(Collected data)
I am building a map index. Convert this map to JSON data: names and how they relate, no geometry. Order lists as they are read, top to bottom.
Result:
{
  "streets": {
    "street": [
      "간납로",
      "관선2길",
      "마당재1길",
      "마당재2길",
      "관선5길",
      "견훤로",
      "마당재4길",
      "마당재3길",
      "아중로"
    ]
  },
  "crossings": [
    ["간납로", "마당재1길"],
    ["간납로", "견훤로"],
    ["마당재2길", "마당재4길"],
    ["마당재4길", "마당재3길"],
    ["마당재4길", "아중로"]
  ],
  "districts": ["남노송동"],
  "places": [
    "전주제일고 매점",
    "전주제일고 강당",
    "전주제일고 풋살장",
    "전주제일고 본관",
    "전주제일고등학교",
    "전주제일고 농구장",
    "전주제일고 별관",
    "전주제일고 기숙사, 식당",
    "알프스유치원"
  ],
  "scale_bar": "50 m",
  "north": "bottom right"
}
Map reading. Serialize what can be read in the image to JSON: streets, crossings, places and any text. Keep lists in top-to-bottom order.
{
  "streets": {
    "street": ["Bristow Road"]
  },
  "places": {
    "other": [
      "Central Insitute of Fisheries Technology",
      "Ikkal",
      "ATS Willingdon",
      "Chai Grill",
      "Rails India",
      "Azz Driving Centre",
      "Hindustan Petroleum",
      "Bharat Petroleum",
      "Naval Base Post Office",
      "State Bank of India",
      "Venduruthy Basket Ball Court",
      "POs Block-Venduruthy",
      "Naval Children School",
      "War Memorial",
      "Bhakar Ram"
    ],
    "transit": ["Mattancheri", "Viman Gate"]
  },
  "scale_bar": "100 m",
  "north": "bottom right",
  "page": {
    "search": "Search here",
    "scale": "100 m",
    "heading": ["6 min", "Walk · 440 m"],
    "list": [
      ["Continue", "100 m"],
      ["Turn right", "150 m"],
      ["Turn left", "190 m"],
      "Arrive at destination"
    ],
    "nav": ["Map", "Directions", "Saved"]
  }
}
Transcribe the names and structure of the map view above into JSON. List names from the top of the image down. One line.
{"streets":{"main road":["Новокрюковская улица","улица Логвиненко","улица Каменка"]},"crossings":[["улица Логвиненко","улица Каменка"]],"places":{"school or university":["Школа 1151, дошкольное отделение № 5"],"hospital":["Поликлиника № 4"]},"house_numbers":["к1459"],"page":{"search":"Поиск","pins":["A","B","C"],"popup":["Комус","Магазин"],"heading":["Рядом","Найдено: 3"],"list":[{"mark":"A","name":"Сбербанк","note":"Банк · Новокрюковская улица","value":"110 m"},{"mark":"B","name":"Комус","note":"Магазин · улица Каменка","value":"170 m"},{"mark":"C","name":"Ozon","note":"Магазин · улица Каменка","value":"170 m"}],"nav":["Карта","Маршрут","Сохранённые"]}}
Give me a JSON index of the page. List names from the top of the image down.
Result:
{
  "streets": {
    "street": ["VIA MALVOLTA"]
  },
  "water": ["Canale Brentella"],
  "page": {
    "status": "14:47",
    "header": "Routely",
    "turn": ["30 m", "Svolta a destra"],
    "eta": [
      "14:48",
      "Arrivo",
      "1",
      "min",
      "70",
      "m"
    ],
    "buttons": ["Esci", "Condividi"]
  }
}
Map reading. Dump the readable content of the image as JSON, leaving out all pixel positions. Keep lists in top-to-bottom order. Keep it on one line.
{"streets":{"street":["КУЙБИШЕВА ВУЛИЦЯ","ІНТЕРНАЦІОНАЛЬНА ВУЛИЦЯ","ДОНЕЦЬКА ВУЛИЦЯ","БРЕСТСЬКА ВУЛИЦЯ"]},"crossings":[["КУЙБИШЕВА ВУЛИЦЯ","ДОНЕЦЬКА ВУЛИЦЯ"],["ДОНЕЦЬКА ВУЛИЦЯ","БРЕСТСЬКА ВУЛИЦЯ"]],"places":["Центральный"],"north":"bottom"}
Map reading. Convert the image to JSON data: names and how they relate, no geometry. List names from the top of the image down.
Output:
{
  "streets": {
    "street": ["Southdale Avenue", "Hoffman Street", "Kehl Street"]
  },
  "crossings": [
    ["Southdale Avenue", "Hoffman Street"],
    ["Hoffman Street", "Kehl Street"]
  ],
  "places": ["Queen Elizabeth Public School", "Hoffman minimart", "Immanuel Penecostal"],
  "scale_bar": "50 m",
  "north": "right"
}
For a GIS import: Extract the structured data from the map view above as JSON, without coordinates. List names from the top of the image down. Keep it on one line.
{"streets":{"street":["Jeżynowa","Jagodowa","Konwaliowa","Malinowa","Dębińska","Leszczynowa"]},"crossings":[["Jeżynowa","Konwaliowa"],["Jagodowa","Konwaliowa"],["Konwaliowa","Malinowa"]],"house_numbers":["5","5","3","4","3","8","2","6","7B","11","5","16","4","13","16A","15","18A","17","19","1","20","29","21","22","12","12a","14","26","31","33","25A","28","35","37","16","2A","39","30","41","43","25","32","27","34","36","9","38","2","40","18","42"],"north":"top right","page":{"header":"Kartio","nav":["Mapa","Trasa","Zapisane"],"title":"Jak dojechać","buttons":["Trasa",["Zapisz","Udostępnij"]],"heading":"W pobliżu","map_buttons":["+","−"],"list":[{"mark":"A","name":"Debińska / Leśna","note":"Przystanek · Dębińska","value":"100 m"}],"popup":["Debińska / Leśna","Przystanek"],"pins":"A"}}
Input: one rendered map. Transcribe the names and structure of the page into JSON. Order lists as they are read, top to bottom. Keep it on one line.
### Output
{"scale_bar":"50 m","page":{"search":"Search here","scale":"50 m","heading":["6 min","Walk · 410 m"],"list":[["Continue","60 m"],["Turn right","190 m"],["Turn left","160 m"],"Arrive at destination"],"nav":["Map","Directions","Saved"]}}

*Task objective*: Write out the data above once more, exactly as it stands.

*Written answer*:
I am building a map index. Convert this map to JSON data: names and how they relate, no geometry. Order lists as they are read, top to bottom.
Result:
{
  "streets": {
    "street": [
      "간납로",
      "관선2길",
      "마당재1길",
      "마당재2길",
      "관선5길",
      "견훤로",
      "마당재4길",
      "마당재3길",
      "아중로"
    ]
  },
  "crossings": [
    ["간납로", "마당재1길"],
    ["간납로", "견훤로"],
    ["마당재2길", "마당재4길"],
    ["마당재4길", "마당재3길"],
    ["마당재4길", "아중로"]
  ],
  "districts": ["남노송동"],
  "places": [
    "전주제일고 매점",
    "전주제일고 강당",
    "전주제일고 풋살장",
    "전주제일고 본관",
    "전주제일고등학교",
    "전주제일고 농구장",
    "전주제일고 별관",
    "전주제일고 기숙사, 식당",
    "알프스유치원"
  ],
  "scale_bar": "50 m",
  "north": "bottom right"
}
Map reading. Serialize what can be read in the image to JSON: streets, crossings, places and any text. Keep lists in top-to-bottom order.
{
  "streets": {
    "street": ["Bristow Road"]
  },
  "places": {
    "other": [
      "Central Insitute of Fisheries Technology",
      "Ikkal",
      "ATS Willingdon",
      "Chai Grill",
      "Rails India",
      "Azz Driving Centre",
      "Hindustan Petroleum",
      "Bharat Petroleum",
      "Naval Base Post Office",
      "State Bank of India",
      "Venduruthy Basket Ball Court",
      "POs Block-Venduruthy",
      "Naval Children School",
      "War Memorial",
      "Bhakar Ram"
    ],
    "transit": ["Mattancheri", "Viman Gate"]
  },
  "scale_bar": "100 m",
  "north": "bottom right",
  "page": {
    "search": "Search here",
    "scale": "100 m",
    "heading": ["6 min", "Walk · 440 m"],
    "list": [
      ["Continue", "100 m"],
      ["Turn right", "150 m"],
      ["Turn left", "190 m"],
      "Arrive at destination"
    ],
    "nav": ["Map", "Directions", "Saved"]
  }
}
Transcribe the names and structure of the map view above into JSON. List names from the top of the image down. One line.
{"streets":{"main road":["Новокрюковская улица","улица Логвиненко","улица Каменка"]},"crossings":[["улица Логвиненко","улица Каменка"]],"places":{"school or university":["Школа 1151, дошкольное отделение № 5"],"hospital":["Поликлиника № 4"]},"house_numbers":["к1459"],"page":{"search":"Поиск","pins":["A","B","C"],"popup":["Комус","Магазин"],"heading":["Рядом","Найдено: 3"],"list":[{"mark":"A","name":"Сбербанк","note":"Банк · Новокрюковская улица","value":"110 m"},{"mark":"B","name":"Комус","note":"Магазин · улица Каменка","value":"170 m"},{"mark":"C","name":"Ozon","note":"Магазин · улица Каменка","value":"170 m"}],"nav":["Карта","Маршрут","Сохранённые"]}}
Give me a JSON index of the page. List names from the top of the image down.
Result:
{
  "streets": {
    "street": ["VIA MALVOLTA"]
  },
  "water": ["Canale Brentella"],
  "page": {
    "status": "14:47",
    "header": "Routely",
    "turn": ["30 m", "Svolta a destra"],
    "eta": [
      "14:48",
      "Arrivo",
      "1",
      "min",
      "70",
      "m"
    ],
    "buttons": ["Esci", "Condividi"]
  }
}
Map reading. Dump the readable content of the image as JSON, leaving out all pixel positions. Keep lists in top-to-bottom order. Keep it on one line.
{"streets":{"street":["КУЙБИШЕВА ВУЛИЦЯ","ІНТЕРНАЦІОНАЛЬНА ВУЛИЦЯ","ДОНЕЦЬКА ВУЛИЦЯ","БРЕСТСЬКА ВУЛИЦЯ"]},"crossings":[["КУЙБИШЕВА ВУЛИЦЯ","ДОНЕЦЬКА ВУЛИЦЯ"],["ДОНЕЦЬКА ВУЛИЦЯ","БРЕСТСЬКА ВУЛИЦЯ"]],"places":["Центральный"],"north":"bottom"}
Map reading. Convert the image to JSON data: names and how they relate, no geometry. List names from the top of the image down.
Output:
{
  "streets": {
    "street": ["Southdale Avenue", "Hoffman Street", "Kehl Street"]
  },
  "crossings": [
    ["Southdale Avenue", "Hoffman Street"],
    ["Hoffman Street", "Kehl Street"]
  ],
  "places": ["Queen Elizabeth Public School", "Hoffman minimart", "Immanuel Penecostal"],
  "scale_bar": "50 m",
  "north": "right"
}
For a GIS import: Extract the structured data from the map view above as JSON, without coordinates. List names from the top of the image down. Keep it on one line.
{"streets":{"street":["Jeżynowa","Jagodowa","Konwaliowa","Malinowa","Dębińska","Leszczynowa"]},"crossings":[["Jeżynowa","Konwaliowa"],["Jagodowa","Konwaliowa"],["Konwaliowa","Malinowa"]],"house_numbers":["5","5","3","4","3","8","2","6","7B","11","5","16","4","13","16A","15","18A","17","19","1","20","29","21","22","12","12a","14","26","31","33","25A","28","35","37","16","2A","39","30","41","43","25","32","27","34","36","9","38","2","40","18","42"],"north":"top right","page":{"header":"Kartio","nav":["Mapa","Trasa","Zapisane"],"title":"Jak dojechać","buttons":["Trasa",["Zapisz","Udostępnij"]],"heading":"W pobliżu","map_buttons":["+","−"],"list":[{"mark":"A","name":"Debińska / Leśna","note":"Przystanek · Dębińska","value":"100 m"}],"popup":["Debińska / Leśna","Przystanek"],"pins":"A"}}
Input: one rendered map. Transcribe the names and structure of the page into JSON. Order lists as they are read, top to bottom. Keep it on one line.
### Output
{"scale_bar":"50 m","page":{"search":"Search here","scale":"50 m","heading":["6 min","Walk · 410 m"],"list":[["Continue","60 m"],["Turn right","190 m"],["Turn left","160 m"],"Arrive at destination"],"nav":["Map","Directions","Saved"]}}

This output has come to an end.